# PROBLEM TO SOLVE
In the entries that follow, the lines from the one with "font-size:13px; font-style:normal; color:#7c7c81" through the one with "flex:none; width:22px; height:22px;" are the ones to write out, exactly and with both ends included. Nothing else should appear.

[Collected data entries]
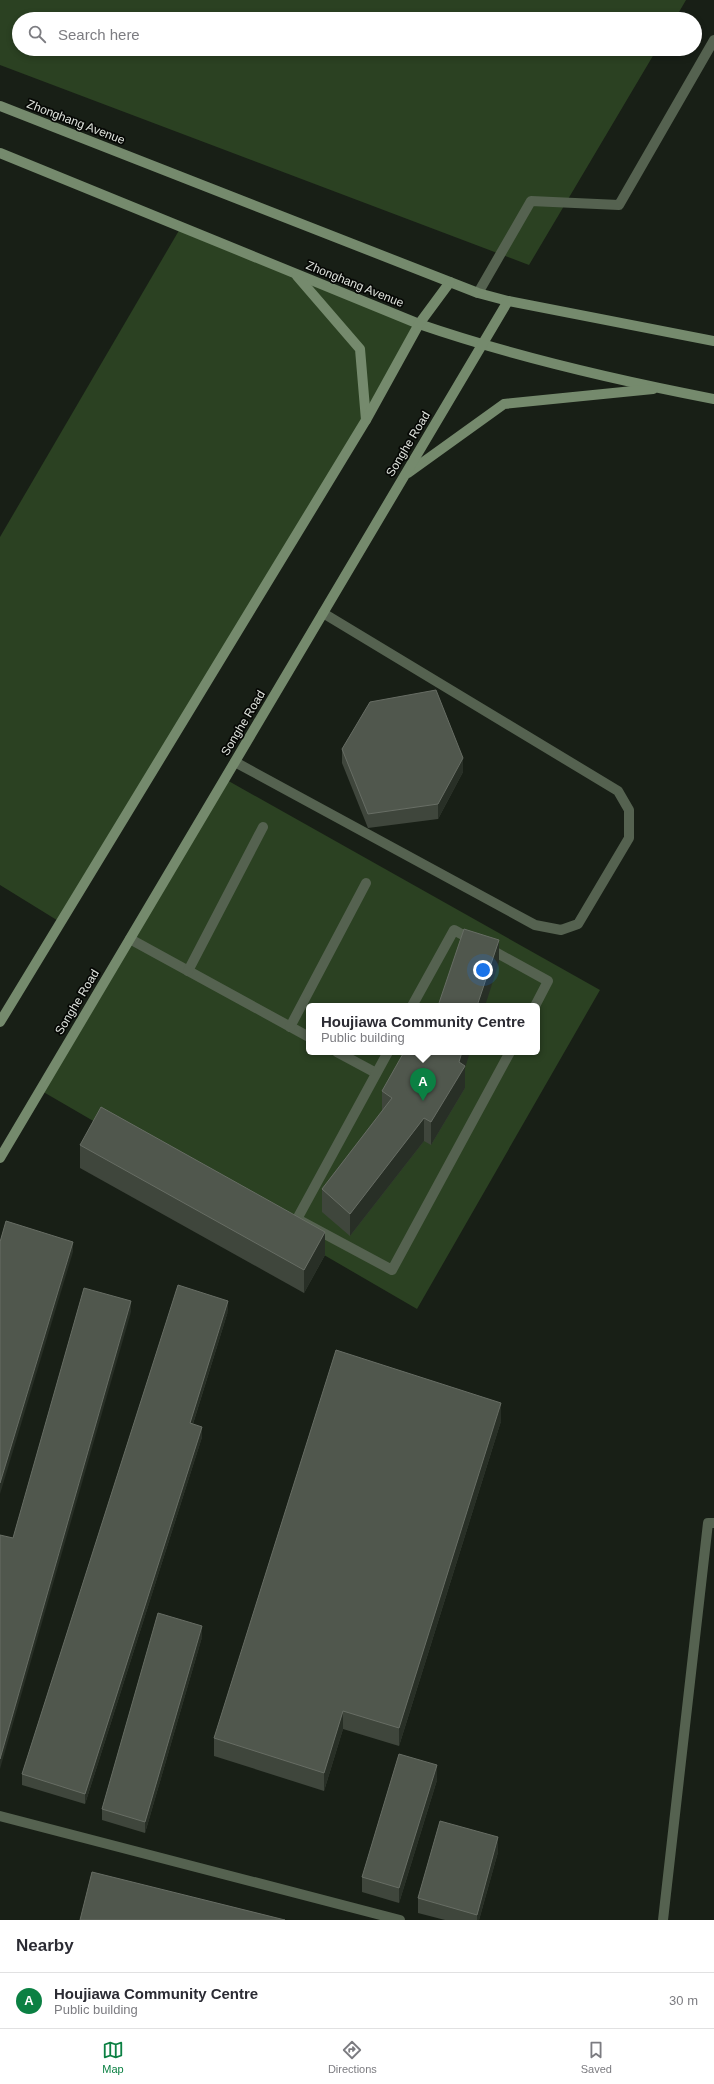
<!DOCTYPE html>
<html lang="en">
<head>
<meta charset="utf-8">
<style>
  body { margin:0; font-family:Arial,sans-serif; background:#f7f7f7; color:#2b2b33 }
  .you { position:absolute; left:483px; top:970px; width:14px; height:14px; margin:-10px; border:3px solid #fff; border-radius:50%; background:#1a73e8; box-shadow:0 0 0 6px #1a73e833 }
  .badge { display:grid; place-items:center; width:26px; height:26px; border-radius:50%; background:#0b8043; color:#fff; font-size:13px; font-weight:700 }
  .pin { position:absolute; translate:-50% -33px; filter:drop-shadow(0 1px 2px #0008) }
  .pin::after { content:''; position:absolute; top:21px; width:14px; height:12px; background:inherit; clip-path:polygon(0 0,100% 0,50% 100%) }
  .popup { position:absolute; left:306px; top:1003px; width:234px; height:52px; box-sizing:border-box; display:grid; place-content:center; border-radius:6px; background:#fff; filter:drop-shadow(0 1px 3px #0005); font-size:13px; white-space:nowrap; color:#7c7c81 }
  .popup b { font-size:15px; color:#2b2b33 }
  .popup::after { content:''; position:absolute; left:50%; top:100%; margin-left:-8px; border:8px solid transparent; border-top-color:#fff }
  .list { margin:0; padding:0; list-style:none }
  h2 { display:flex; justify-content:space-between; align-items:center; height:52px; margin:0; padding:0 16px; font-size:17px }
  h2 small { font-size:13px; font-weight:400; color:#7c7c81 }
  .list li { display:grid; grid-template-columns:26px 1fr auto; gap:12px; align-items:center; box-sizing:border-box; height:56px; padding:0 16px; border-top:1px solid #e1e1e2 }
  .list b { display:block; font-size:15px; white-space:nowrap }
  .list p { margin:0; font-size:13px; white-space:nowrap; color:#7c7c81 }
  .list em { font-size:13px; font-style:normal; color:#7c7c81 }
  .icon { flex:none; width:22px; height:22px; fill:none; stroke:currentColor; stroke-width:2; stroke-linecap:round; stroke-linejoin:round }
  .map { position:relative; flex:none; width:714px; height:1920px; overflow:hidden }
  .search { position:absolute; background:#fff; box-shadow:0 2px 6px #0003; left:12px; right:12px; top:12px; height:44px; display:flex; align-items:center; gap:10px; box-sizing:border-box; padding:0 14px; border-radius:22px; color:#7c7c81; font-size:15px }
  .sheet { height:108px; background:#fff }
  nav { display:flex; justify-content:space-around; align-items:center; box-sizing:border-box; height:56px; border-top:1px solid #e1e1e2; background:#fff; font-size:11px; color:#7c7c81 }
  nav a { display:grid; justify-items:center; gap:2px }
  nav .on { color:#0b8043 }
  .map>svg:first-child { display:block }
  .green { fill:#2b4122; fill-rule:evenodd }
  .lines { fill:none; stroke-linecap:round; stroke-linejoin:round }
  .service { stroke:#556250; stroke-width:10 }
  .minor { stroke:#556250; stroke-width:10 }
  .secondary { stroke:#758a6d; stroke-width:10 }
  .wall { fill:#3f463c }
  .shaded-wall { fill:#282f26 }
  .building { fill:#50574d; stroke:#676d64 }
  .labels { text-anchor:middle; stroke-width:3.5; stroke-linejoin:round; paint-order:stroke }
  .street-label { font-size:12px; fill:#dfe3dd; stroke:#060805 }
</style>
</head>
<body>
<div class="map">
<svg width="714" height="1920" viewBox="0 0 714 1920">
  <rect width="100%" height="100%" fill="#181f16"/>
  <!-- green -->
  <g class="green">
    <polygon points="0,0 686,0 675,19 19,19 19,49 657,49 529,265 0,65"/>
    <polygon points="181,227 419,324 60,922 0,885 0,537"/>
    <path d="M225 779 600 990 417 1309 40 1090ZM309 1006H537V1052H309Z"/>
  </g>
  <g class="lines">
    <!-- service -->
    <g class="service">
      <polyline points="478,293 531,201 619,205 714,40"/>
      <polyline points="235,762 535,925 561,930 578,924 629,838 629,810 618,791 323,613"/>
      <polyline points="130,939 309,1037"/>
      <polyline points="488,948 548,981 535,1006"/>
      <polyline points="188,971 263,827"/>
      <polyline points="412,1006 454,930 474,941"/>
      <polyline points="290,1027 366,883"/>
      <polyline points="337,1052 376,1073"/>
      <polyline points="388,1052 297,1219 392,1270 510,1052"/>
    </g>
    <!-- minor -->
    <g class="minor">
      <polyline points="0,1816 400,1920"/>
      <polyline points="663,1920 708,1523 714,1523"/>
    </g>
    <!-- secondary -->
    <g class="secondary">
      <polyline points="0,106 478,293 508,301 714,341"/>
      <path d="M0 153 419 324C515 357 615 380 714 399"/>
      <polyline points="297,276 360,349 366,420"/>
      <polyline points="408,473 504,404 653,389"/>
      <polyline points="0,1022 366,420 419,324 450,282"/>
      <polyline points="0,1158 508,301"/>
    </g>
  </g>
  <!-- wall -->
  <g class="wall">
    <polygon points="342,749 463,772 438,819 368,828 342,763"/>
    <polygon points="465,1068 465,1088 431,1145 424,1141 350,1236 322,1212 322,1189 382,1112 382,1091"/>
    <polygon points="80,1145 325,1255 304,1293 80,1168"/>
    <polygon points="228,1311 193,1424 202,1437 85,1804 22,1785 22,1774"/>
    <polygon points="501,1421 399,1746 343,1729 324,1791 214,1756 214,1738"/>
    <polygon points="202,1637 145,1833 102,1820 102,1809"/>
    <polygon points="437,1780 399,1903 362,1892 362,1877"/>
    <polygon points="498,1852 479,1920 445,1920 418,1913 418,1898"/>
  </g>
  <!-- shaded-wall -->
  <g class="shaded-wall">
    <polygon points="463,758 463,772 438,819 438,804"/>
    <polygon points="499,940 499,962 485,1006 477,1006"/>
    <polygon points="462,1052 470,1052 465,1068 465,1088 431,1145 431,1122 459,1062"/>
    <polygon points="424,1118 424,1141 350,1236 350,1214"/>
    <polygon points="325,1232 325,1255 304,1293 304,1270"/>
    <polygon points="73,1242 73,1252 0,1494 0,1483"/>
    <polygon points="131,1301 131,1312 0,1769 0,1759"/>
    <polygon points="228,1301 228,1311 190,1433 190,1423"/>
    <polygon points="501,1403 501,1421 399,1746 399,1728"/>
    <polygon points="202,1427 202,1437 85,1804 85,1794"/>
    <polygon points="202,1626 202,1637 145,1833 145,1822"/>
    <polygon points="343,1711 343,1729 324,1791 324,1773"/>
    <polygon points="437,1765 437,1780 399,1903 399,1888"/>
    <polygon points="498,1837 498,1852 479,1920 477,1920 477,1915"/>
  </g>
  <!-- building -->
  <g class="building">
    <polygon points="436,690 463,758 438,804 368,814 342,749 370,702"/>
    <polygon points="464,929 499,940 477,1006 438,1006"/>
    <polygon points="404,1052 462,1052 459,1062 465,1066 431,1122 424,1118 350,1214 322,1189 392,1098 382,1091"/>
    <polygon points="101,1107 325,1232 304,1270 80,1145"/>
    <polygon points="6,1221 73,1242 0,1483 0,1242"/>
    <polygon points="178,1285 228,1301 190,1423 202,1427 85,1794 22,1774"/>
    <polygon points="84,1288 131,1301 0,1759 0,1535 13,1538"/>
    <polygon points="336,1350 501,1403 399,1728 343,1711 324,1773 214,1738"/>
    <polygon points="158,1613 202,1626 145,1822 102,1809"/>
    <polygon points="399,1754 437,1765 399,1888 362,1877"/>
    <polygon points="440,1821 498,1837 477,1915 418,1898"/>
    <polygon points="92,1872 285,1920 80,1920"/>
  </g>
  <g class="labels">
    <!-- street labels -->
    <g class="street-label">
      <text transform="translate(76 122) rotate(21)" y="4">Zhonghang Avenue</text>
      <text transform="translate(355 284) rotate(22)" y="4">Zhonghang Avenue</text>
      <text transform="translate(408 444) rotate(-59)" y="4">Songhe Road</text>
      <text transform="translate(243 723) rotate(-59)" y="4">Songhe Road</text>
      <text transform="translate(77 1002) rotate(-59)" y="4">Songhe Road</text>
    </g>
  </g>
</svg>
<div class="you"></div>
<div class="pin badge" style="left:423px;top:1101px">A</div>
<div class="popup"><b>Houjiawa Community Centre</b>Public building</div>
<div class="search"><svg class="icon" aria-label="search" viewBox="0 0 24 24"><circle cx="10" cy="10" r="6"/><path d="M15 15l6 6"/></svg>Search here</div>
</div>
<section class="sheet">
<h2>Nearby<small></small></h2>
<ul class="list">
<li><span class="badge">A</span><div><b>Houjiawa Community Centre</b><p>Public building</p></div><em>30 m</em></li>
</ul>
</section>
<nav>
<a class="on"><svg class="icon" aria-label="map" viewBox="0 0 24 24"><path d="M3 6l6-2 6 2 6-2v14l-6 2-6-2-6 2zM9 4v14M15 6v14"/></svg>Map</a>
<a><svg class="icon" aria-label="directions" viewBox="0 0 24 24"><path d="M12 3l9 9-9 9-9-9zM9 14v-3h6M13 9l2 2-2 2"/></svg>Directions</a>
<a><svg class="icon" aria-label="saved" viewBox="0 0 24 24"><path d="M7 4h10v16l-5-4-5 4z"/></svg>Saved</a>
</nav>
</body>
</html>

# ANSWER BOX
  .list em { font-size:13px; font-style:normal; color:#7c7c81 }
  .icon { flex:none; width:22px; height:22px; fill:none; stroke:currentColor; stroke-width:2; stroke-linecap:round; stroke-linejoin:round }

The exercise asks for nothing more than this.